TASK OBJECTIVE: Give every entry again, word for word.

######

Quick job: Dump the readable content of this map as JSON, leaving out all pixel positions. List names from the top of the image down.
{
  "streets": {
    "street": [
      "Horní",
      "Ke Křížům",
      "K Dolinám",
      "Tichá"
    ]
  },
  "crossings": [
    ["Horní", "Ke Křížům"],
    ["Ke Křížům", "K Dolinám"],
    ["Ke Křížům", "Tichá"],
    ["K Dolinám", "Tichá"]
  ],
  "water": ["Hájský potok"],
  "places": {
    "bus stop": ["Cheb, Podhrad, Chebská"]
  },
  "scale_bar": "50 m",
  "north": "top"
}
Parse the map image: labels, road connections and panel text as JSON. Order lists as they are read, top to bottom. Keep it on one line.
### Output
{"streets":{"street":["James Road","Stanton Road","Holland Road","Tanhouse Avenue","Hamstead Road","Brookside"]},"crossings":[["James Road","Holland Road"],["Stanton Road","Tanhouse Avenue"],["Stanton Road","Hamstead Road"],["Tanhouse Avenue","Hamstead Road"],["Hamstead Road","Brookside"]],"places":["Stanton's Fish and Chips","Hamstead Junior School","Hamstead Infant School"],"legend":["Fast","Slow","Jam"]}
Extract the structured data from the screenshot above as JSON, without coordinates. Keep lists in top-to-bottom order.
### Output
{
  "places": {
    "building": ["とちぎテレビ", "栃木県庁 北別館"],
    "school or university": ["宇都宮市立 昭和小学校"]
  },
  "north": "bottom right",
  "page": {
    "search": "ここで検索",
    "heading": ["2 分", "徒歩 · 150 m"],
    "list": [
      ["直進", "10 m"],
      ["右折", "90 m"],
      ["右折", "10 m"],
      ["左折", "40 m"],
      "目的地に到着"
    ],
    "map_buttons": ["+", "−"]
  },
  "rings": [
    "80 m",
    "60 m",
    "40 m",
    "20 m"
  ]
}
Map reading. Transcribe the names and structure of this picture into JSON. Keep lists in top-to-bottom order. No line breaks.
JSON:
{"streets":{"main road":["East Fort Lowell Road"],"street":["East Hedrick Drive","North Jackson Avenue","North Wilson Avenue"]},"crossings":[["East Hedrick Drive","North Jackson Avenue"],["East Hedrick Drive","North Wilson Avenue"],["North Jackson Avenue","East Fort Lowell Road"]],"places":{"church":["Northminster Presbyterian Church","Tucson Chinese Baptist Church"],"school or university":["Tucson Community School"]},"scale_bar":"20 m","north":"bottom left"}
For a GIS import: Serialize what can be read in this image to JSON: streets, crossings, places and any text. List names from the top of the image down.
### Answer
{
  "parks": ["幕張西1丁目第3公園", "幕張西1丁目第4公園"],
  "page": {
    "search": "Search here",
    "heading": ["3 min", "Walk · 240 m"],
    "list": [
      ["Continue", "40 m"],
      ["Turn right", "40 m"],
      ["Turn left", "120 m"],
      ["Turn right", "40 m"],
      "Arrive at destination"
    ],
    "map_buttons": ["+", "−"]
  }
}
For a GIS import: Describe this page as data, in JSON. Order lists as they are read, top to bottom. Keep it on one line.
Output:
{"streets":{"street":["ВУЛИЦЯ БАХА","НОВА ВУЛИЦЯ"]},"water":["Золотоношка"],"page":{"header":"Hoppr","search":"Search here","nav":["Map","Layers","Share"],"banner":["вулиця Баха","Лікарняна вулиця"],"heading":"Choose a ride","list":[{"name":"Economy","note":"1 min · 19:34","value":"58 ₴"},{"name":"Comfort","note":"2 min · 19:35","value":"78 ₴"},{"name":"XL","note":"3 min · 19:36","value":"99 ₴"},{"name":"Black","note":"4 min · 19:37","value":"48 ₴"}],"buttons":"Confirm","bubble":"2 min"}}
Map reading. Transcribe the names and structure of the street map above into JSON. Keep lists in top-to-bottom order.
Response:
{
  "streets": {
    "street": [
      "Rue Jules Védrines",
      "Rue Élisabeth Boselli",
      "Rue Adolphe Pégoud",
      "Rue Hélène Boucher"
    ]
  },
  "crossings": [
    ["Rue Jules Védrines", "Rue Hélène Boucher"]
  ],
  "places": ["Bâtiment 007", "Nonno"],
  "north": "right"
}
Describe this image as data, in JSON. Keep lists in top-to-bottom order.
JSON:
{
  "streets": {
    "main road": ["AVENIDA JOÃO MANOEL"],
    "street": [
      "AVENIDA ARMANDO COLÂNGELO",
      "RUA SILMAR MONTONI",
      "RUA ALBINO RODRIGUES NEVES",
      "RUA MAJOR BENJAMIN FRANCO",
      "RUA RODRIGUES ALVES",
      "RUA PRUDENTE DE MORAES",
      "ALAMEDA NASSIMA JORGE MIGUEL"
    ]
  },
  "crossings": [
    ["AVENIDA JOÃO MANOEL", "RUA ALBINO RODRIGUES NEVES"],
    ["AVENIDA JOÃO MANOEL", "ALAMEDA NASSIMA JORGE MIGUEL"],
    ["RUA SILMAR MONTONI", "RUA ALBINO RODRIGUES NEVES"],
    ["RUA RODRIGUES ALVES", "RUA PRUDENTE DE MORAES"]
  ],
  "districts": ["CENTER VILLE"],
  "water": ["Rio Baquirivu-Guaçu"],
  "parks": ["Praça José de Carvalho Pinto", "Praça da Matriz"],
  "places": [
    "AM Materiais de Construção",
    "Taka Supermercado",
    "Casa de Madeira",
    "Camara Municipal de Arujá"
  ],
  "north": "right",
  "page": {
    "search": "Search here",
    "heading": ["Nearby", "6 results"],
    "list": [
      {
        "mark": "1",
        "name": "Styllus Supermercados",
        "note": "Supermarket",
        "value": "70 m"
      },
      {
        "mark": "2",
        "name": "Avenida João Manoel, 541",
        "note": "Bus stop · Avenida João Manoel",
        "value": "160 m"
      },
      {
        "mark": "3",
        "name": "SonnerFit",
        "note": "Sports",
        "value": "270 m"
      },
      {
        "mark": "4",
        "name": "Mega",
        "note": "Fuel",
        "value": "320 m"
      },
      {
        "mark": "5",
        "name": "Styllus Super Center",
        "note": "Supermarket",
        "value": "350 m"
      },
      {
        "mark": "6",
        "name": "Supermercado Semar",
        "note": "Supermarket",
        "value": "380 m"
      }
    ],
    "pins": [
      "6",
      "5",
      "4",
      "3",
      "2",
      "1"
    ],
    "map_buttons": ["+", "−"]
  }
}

######

WRITTEN SOLUTION:
Quick job: Dump the readable content of this map as JSON, leaving out all pixel positions. List names from the top of the image down.
{
  "streets": {
    "street": [
      "Horní",
      "Ke Křížům",
      "K Dolinám",
      "Tichá"
    ]
  },
  "crossings": [
    ["Horní", "Ke Křížům"],
    ["Ke Křížům", "K Dolinám"],
    ["Ke Křížům", "Tichá"],
    ["K Dolinám", "Tichá"]
  ],
  "water": ["Hájský potok"],
  "places": {
    "bus stop": ["Cheb, Podhrad, Chebská"]
  },
  "scale_bar": "50 m",
  "north": "top"
}
Parse the map image: labels, road connections and panel text as JSON. Order lists as they are read, top to bottom. Keep it on one line.
### Output
{"streets":{"street":["James Road","Stanton Road","Holland Road","Tanhouse Avenue","Hamstead Road","Brookside"]},"crossings":[["James Road","Holland Road"],["Stanton Road","Tanhouse Avenue"],["Stanton Road","Hamstead Road"],["Tanhouse Avenue","Hamstead Road"],["Hamstead Road","Brookside"]],"places":["Stanton's Fish and Chips","Hamstead Junior School","Hamstead Infant School"],"legend":["Fast","Slow","Jam"]}
Extract the structured data from the screenshot above as JSON, without coordinates. Keep lists in top-to-bottom order.
### Output
{
  "places": {
    "building": ["とちぎテレビ", "栃木県庁 北別館"],
    "school or university": ["宇都宮市立 昭和小学校"]
  },
  "north": "bottom right",
  "page": {
    "search": "ここで検索",
    "heading": ["2 分", "徒歩 · 150 m"],
    "list": [
      ["直進", "10 m"],
      ["右折", "90 m"],
      ["右折", "10 m"],
      ["左折", "40 m"],
      "目的地に到着"
    ],
    "map_buttons": ["+", "−"]
  },
  "rings": [
    "80 m",
    "60 m",
    "40 m",
    "20 m"
  ]
}
Map reading. Transcribe the names and structure of this picture into JSON. Keep lists in top-to-bottom order. No line breaks.
JSON:
{"streets":{"main road":["East Fort Lowell Road"],"street":["East Hedrick Drive","North Jackson Avenue","North Wilson Avenue"]},"crossings":[["East Hedrick Drive","North Jackson Avenue"],["East Hedrick Drive","North Wilson Avenue"],["North Jackson Avenue","East Fort Lowell Road"]],"places":{"church":["Northminster Presbyterian Church","Tucson Chinese Baptist Church"],"school or university":["Tucson Community School"]},"scale_bar":"20 m","north":"bottom left"}
For a GIS import: Serialize what can be read in this image to JSON: streets, crossings, places and any text. List names from the top of the image down.
### Answer
{
  "parks": ["幕張西1丁目第3公園", "幕張西1丁目第4公園"],
  "page": {
    "search": "Search here",
    "heading": ["3 min", "Walk · 240 m"],
    "list": [
      ["Continue", "40 m"],
      ["Turn right", "40 m"],
      ["Turn left", "120 m"],
      ["Turn right", "40 m"],
      "Arrive at destination"
    ],
    "map_buttons": ["+", "−"]
  }
}
For a GIS import: Describe this page as data, in JSON. Order lists as they are read, top to bottom. Keep it on one line.
Output:
{"streets":{"street":["ВУЛИЦЯ БАХА","НОВА ВУЛИЦЯ"]},"water":["Золотоношка"],"page":{"header":"Hoppr","search":"Search here","nav":["Map","Layers","Share"],"banner":["вулиця Баха","Лікарняна вулиця"],"heading":"Choose a ride","list":[{"name":"Economy","note":"1 min · 19:34","value":"58 ₴"},{"name":"Comfort","note":"2 min · 19:35","value":"78 ₴"},{"name":"XL","note":"3 min · 19:36","value":"99 ₴"},{"name":"Black","note":"4 min · 19:37","value":"48 ₴"}],"buttons":"Confirm","bubble":"2 min"}}
Map reading. Transcribe the names and structure of the street map above into JSON. Keep lists in top-to-bottom order.
Response:
{
  "streets": {
    "street": [
      "Rue Jules Védrines",
      "Rue Élisabeth Boselli",
      "Rue Adolphe Pégoud",
      "Rue Hélène Boucher"
    ]
  },
  "crossings": [
    ["Rue Jules Védrines", "Rue Hélène Boucher"]
  ],
  "places": ["Bâtiment 007", "Nonno"],
  "north": "right"
}
Describe this image as data, in JSON. Keep lists in top-to-bottom order.
JSON:
{
  "streets": {
    "main road": ["AVENIDA JOÃO MANOEL"],
    "street": [
      "AVENIDA ARMANDO COLÂNGELO",
      "RUA SILMAR MONTONI",
      "RUA ALBINO RODRIGUES NEVES",
      "RUA MAJOR BENJAMIN FRANCO",
      "RUA RODRIGUES ALVES",
      "RUA PRUDENTE DE MORAES",
      "ALAMEDA NASSIMA JORGE MIGUEL"
    ]
  },
  "crossings": [
    ["AVENIDA JOÃO MANOEL", "RUA ALBINO RODRIGUES NEVES"],
    ["AVENIDA JOÃO MANOEL", "ALAMEDA NASSIMA JORGE MIGUEL"],
    ["RUA SILMAR MONTONI", "RUA ALBINO RODRIGUES NEVES"],
    ["RUA RODRIGUES ALVES", "RUA PRUDENTE DE MORAES"]
  ],
  "districts": ["CENTER VILLE"],
  "water": ["Rio Baquirivu-Guaçu"],
  "parks": ["Praça José de Carvalho Pinto", "Praça da Matriz"],
  "places": [
    "AM Materiais de Construção",
    "Taka Supermercado",
    "Casa de Madeira",
    "Camara Municipal de Arujá"
  ],
  "north": "right",
  "page": {
    "search": "Search here",
    "heading": ["Nearby", "6 results"],
    "list": [
      {
        "mark": "1",
        "name": "Styllus Supermercados",
        "note": "Supermarket",
        "value": "70 m"
      },
      {
        "mark": "2",
        "name": "Avenida João Manoel, 541",
        "note": "Bus stop · Avenida João Manoel",
        "value": "160 m"
      },
      {
        "mark": "3",
        "name": "SonnerFit",
        "note": "Sports",
        "value": "270 m"
      },
      {
        "mark": "4",
        "name": "Mega",
        "note": "Fuel",
        "value": "320 m"
      },
      {
        "mark": "5",
        "name": "Styllus Super Center",
        "note": "Supermarket",
        "value": "350 m"
      },
      {
        "mark": "6",
        "name": "Supermercado Semar",
        "note": "Supermarket",
        "value": "380 m"
      }
    ],
    "pins": [
      "6",
      "5",
      "4",
      "3",
      "2",
      "1"
    ],
    "map_buttons": ["+", "−"]
  }
}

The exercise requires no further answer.